=== Section Start ===
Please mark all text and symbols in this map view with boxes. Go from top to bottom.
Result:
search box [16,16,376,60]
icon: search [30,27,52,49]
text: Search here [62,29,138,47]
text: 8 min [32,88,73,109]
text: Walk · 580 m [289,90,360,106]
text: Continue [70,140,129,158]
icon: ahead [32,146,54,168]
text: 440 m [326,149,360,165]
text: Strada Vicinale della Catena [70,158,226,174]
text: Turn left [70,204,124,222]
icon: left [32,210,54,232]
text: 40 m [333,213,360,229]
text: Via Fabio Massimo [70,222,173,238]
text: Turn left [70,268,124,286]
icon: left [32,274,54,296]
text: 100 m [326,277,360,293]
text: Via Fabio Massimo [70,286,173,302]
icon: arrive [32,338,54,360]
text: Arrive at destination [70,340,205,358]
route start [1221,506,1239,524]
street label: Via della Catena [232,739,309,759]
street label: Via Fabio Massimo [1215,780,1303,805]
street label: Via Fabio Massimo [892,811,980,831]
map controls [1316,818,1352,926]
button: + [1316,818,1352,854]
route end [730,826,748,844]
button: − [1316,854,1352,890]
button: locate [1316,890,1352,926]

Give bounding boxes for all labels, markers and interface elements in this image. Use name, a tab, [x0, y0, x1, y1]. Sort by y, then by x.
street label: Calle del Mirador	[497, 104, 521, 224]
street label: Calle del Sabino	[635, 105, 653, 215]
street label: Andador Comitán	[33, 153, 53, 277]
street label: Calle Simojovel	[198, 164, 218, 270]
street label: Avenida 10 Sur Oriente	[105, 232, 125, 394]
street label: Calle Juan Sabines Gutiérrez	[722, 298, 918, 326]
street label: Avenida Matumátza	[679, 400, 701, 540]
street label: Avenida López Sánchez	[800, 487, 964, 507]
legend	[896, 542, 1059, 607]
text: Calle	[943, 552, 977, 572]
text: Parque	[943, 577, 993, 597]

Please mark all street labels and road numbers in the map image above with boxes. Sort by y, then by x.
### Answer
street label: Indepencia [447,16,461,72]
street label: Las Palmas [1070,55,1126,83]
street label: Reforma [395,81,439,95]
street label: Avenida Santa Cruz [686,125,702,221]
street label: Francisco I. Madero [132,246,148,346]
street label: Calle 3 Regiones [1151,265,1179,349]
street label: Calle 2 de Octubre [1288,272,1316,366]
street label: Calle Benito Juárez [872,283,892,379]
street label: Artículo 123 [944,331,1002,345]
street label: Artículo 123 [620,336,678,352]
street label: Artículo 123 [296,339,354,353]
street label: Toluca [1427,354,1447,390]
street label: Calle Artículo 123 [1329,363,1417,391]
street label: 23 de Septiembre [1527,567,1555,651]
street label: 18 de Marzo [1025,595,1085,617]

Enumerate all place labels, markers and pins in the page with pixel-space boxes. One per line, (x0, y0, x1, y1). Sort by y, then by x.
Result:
=== Section End ===
● Exercise goal
From the entries above, select each line containing the string "with".

● Answer to the exercise
Please mark all text and symbols in this map view with boxes. Go from top to bottom.
Please mark all street labels and road numbers in the map image above with boxes. Sort by y, then by x.
Enumerate all place labels, markers and pins in the page with pixel-space boxes. One per line, (x0, y0, x1, y1). Sort by y, then by x.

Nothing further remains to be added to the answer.